What to produce – Wherever the string "bottom" occurs in a line of these records, report that line.

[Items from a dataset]
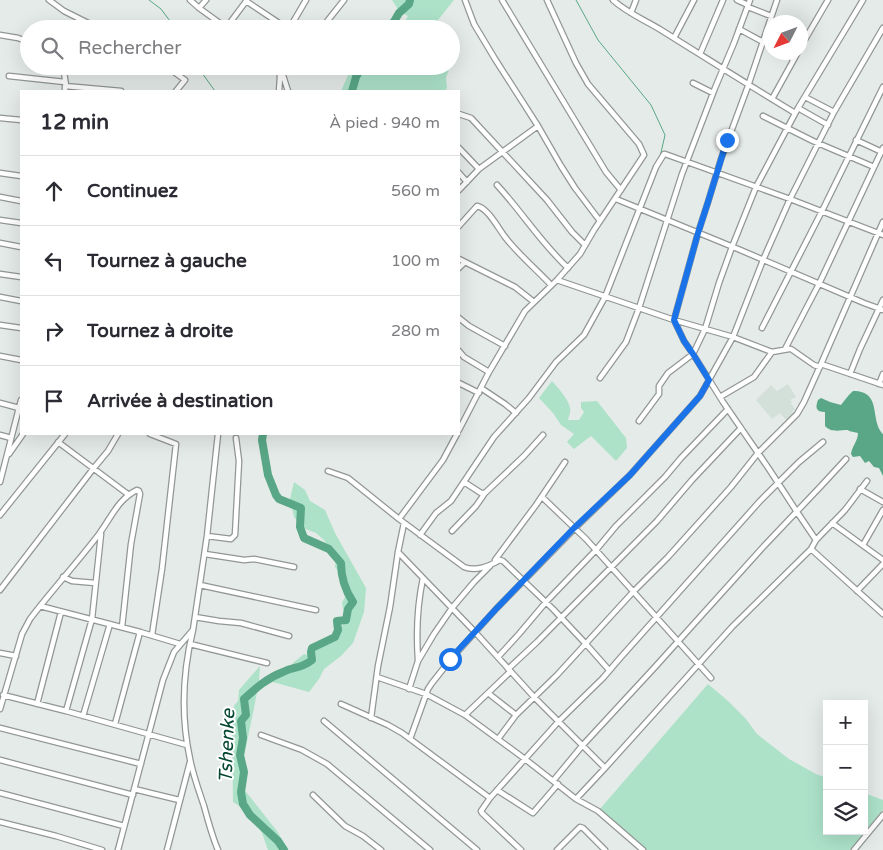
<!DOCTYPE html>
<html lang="fr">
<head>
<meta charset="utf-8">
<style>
	body { margin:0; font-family:"Varela Round",sans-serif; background:#f2f2f3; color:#2b2b33 }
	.controls { position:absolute; right:15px; bottom:15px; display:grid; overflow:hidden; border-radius:0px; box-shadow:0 5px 20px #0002 }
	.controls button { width:45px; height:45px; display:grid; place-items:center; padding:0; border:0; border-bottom:1px solid #e1e1e2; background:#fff; color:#2b2b33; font:25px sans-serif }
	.compass { position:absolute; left:763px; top:15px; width:45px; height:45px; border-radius:50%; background:#fff; box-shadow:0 5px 20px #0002; rotate:228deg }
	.stop { position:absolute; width:15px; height:15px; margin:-11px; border:4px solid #1a73e8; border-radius:50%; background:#fff }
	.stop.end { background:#1a73e8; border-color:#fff; box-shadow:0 1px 5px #0008 }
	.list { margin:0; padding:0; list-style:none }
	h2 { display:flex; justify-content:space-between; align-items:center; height:65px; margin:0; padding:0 20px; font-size:21px }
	h2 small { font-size:16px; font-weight:400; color:#7c7c81 }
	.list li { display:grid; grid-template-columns:32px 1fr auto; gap:15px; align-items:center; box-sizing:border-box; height:70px; padding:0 20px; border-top:1px solid #e1e1e2 }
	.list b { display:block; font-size:19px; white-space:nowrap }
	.list em { font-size:16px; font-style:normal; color:#7c7c81 }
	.icon { flex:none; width:28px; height:28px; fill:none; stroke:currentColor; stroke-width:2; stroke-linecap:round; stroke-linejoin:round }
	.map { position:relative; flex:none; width:883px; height:850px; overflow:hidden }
	.search { position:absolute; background:#fff; box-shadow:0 5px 20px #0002; left:20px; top:20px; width:440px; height:55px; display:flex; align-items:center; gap:12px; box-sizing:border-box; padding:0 18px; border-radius:28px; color:#7c7c81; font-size:19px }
	.panel { position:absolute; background:#fff; box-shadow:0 5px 20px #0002; left:20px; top:90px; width:440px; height:345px; border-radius:0px }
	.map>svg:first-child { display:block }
	.built { fill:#d3e0da }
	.green { fill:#ade2c9 }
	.water { fill:#59a786 }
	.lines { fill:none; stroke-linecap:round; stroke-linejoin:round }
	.stream { stroke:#59a786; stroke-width:1 }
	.river { stroke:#59a786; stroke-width:8 }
	.minor-casing { stroke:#929794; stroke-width:7 }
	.minor { stroke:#fff; stroke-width:4.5 }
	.route { stroke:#1a73e8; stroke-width:6 }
	.labels { text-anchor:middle; stroke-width:4; stroke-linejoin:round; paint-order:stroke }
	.water-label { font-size:19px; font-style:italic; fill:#054833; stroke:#fff }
</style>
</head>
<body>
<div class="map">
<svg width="883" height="850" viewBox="0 0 883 850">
	<rect width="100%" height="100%" fill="#e5ebe8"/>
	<path class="built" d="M788 384 796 397 790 400 792 402 791 404 795 409 792 412 796 416 789 423 780 413 772 419 756 400 771 385 777 391Z"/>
	<path class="green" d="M392 0H454L438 20 443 29H379L390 19 404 23 408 16 399 11Z
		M352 66H450L446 78 447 88 445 91H341Z
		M552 381C558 388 568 398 570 408 571 412 569 416 568 420H579L584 412 581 408V402L597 401 626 438 627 448 616 461 591 436 574 449 567 442 574 434 561 425 553 413 539 398Z
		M294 482 305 490 310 501 325 510 335 533 366 588 364 612 353 643 341 656 324 669 319 679 309 692 269 681 271 674 286 673 294 662 304 654 312 656 322 643 331 641 343 625 344 614 342 603 347 593 342 576 335 567 336 559 324 540 316 533 303 528 294 517 290 499Z
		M260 666 259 681 254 708 241 771 243 788 277 831 288 850H268L262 833 259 828 244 809 233 802 232 732 234 706 238 701 239 690Z
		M708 684 728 701 746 719 757 734 789 759 816 774 827 778V831H864V793L883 800V810L850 850H647L600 809Z"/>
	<path class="water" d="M853 391C883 391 869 420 883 434V476L879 468 874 467 869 461 865 463 860 456 853 457 851 454C852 446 858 441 858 433L849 431 848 430C840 430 831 433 825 426V412C816 412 815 408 818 400L821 398 830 402 841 405C845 400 848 395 853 391Z"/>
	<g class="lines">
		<path class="stream" d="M149 0 161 9 176 29
			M576 0 598 40 651 105 665 135 660 157
			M197 66 215 91"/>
		<path class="river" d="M388 29 392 25 399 13 409 4 410 0
			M352 91 356 77 362 66
			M263 434 262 440 268 475 276 495 279 499 301 508 300 527 304 538 329 549 341 563C341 578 345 590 353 602L348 609 346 620 337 621 338 630 335 637 312 648 311 652 312 660C301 669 295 666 283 672 267 678 256 688 244 699L246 715 241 721 243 738 240 755 244 772 241 792 243 804 250 815 278 841 284 850"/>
		<defs>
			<path id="minor" d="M49 0 64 11 96 27V29
				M190 0 199 8 228 29
				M465 0 474 24 495 59 538 126 561 166 575 188 600 221
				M502 0 606 172 621 190
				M613 0C627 13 645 20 661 30 706 58 750 86 795 113
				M737 0 748 5
				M777 0 748 86 721 159 708 202 698 233 674 320 684 341 693 354 723 402 769 469 797 512 816 540
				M246 1 288 29
				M748 7 771 16
				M199 8 206 0
				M631 13 636 0
				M226 28 247 0
				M289 29 306 0
				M321 29 344 0
				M739 29 763 42
				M0 35 18 38 29 42
				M674 38 694 0
				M800 48 828 0
				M791 52 793 61
				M700 54 723 0
				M63 66 66 85
				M164 66 174 72 185 80 176 91
				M280 66 288 91
				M214 69 216 66
				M9 76 65 82
				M693 83 713 93
				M65 91V86L121 91
				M279 91 280 77 279 70
				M805 97 834 112
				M772 99 798 52
				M798 108 828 125
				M459 114 471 118 547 200 572 232 585 245
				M763 116 813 141 874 167
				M0 118 21 120
				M856 140 882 152
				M459 148 479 169
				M0 173 21 176
				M459 173 467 182
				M497 185C522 212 541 243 568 268
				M459 190 479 169 538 126
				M0 197 21 201
				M616 199 738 249 864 303 883 310
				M0 220 21 223
				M883 222 821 364 883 385
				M459 226 477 206C488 208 498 228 505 237 519 255 536 269 551 285
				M0 243 21 247
				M459 259 515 287 534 302
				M459 268 465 262
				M0 274 21 277
				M557 280 674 320 733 337 772 352 789 349H791L814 365 820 367
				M0 297 21 301
				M459 318 469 326 505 346
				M0 325 21 328
				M762 328 822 211 883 87
				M785 349 819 284 883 148
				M459 351 464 357 489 372
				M0 356 21 360
				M850 374 860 349 883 300
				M600 378 626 342 639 308 682 174 715 88 734 43 750 0
				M459 383 479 393
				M879 384 883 374
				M481 388 505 404 516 413
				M720 397 754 377 772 352
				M0 403 19 408
				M639 421 659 394V386L668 373 693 354 705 329 719 283 732 247 756 187 798 108 863 0
				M459 430 489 372 525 311 557 280 580 254 594 230 644 155 639 144 588 84 576 63 547 0
				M150 434 176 444 162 569 152 635
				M0 435 11 438
				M58 442 129 495
				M9 454 23 434
				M328 471 348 478 399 519 464 567C476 572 489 566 500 560L503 561 553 609 586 644 609 670
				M0 482 21 400
				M464 482 481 493H485L524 456 543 435
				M860 489 883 502
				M542 497 586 539 711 678
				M0 515 65 434
				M399 519 443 460 457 434
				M832 523 883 560
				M452 531 476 506 485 493
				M420 535 436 513 451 501 494 437 529 398 556 362 584 335 605 297 656 167 664 154H665L790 199 883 235
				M207 536 231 539 235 535 239 461 236 438
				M863 545 883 510
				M811 549 883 614
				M398 552 475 632 534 697 605 768
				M205 554 244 560 254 559 294 567
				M495 560 536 505 565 462
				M63 577 72 581 95 583
				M200 585 316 610
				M0 590 93 469 108 451 118 434
				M857 591 883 564
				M40 606 140 632 180 644
				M195 617 219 621 241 623 289 636
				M190 644 267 663
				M0 653 16 656
				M498 657 519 634 546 602 596 550 616 526 665 477 681 458 728 409
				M418 660C416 631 417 606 423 578
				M508 669 537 642 657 521 692 480 741 428
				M377 677 426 694 465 715 525 759 576 799 598 811 643 850
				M409 689 418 661 434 634 452 608 474 582 490 566
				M488 693 516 715
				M3 695 66 711 187 745
				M37 704 61 612
				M341 704 388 725 402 733 490 798 481 811 482 813 521 850
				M0 709 22 634 30 619C52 590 77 563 99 534 111 518 118 499 137 490L139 491 140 494 131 544 122 627
				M66 711 92 619 101 534
				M465 715 510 672
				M83 716 110 624
				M371 718 378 666 390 607 398 552 404 523
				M324 721 477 850
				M115 724 140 632
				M0 728 141 764
				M261 735 302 750 327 764 430 850
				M410 739 428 689 432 683 451 659 496 609 575 528 630 475 700 396 733 337 763 260 790 199 834 112 883 28
				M498 739 516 715 557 675 633 592 668 557 731 487 758 453 797 414 804 402 821 364
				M0 760 133 795
				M553 781 582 746 655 667 764 546 821 486 846 459
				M134 789 179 800
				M497 790 533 813 558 784
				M0 793 124 826
				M313 795 345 826 363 836 381 850
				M490 798 559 721 603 678 621 657 760 501 799 462 823 442
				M576 799 605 768 732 627 811 549 816 540 845 510 867 481
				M0 822 56 836 102 850
				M118 850 163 680 174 652 192 631
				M167 850 190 762
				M218 850C212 836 208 821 204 806 199 791 193 775 190 759 181 717 183 671 193 630L207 536 218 434
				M557 850 580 827 583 828 605 850
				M854 850 883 815"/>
		</defs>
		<use href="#minor" class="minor-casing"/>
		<use href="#minor" class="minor"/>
	</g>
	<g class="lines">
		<path class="route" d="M450 659 496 609 574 528 630 475 700 396 709 380 693 354 684 341 674 320 698 233 708 202 727 140"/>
	</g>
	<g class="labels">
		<g class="water-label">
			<text transform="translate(226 746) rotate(-88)" y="7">Tshenke</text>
		</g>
	</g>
</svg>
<div class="controls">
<button>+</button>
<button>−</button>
<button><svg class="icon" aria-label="layers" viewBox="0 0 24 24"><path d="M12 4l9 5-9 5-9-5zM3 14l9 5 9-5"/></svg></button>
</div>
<svg class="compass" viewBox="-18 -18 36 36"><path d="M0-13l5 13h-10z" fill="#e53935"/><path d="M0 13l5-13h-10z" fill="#7c7c81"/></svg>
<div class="stop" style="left:450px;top:659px"></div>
<div class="stop end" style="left:727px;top:140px"></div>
<div class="search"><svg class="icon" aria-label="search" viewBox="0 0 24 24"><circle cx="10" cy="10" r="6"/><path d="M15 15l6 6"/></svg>Rechercher</div>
<section class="panel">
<h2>12 min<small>À pied · 940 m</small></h2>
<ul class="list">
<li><svg class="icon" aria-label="ahead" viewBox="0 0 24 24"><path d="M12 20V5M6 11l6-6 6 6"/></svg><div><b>Continuez</b></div><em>560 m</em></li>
<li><svg class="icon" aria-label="left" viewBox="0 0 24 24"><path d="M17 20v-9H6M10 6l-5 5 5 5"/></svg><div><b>Tournez à gauche</b></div><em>100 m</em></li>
<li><svg class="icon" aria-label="right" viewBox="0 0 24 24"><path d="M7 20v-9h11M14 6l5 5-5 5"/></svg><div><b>Tournez à droite</b></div><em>280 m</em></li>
<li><svg class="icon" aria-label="arrive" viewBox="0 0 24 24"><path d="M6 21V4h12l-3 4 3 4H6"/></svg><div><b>Arrivée à destination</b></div></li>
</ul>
</section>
</div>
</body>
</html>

Reply to the exercise –
	.controls { position:absolute; right:15px; bottom:15px; display:grid; overflow:hidden; border-radius:0px; box-shadow:0 5px 20px #0002 }
	.controls button { width:45px; height:45px; display:grid; place-items:center; padding:0; border:0; border-bottom:1px solid #e1e1e2; background:#fff; color:#2b2b33; font:25px sans-serif }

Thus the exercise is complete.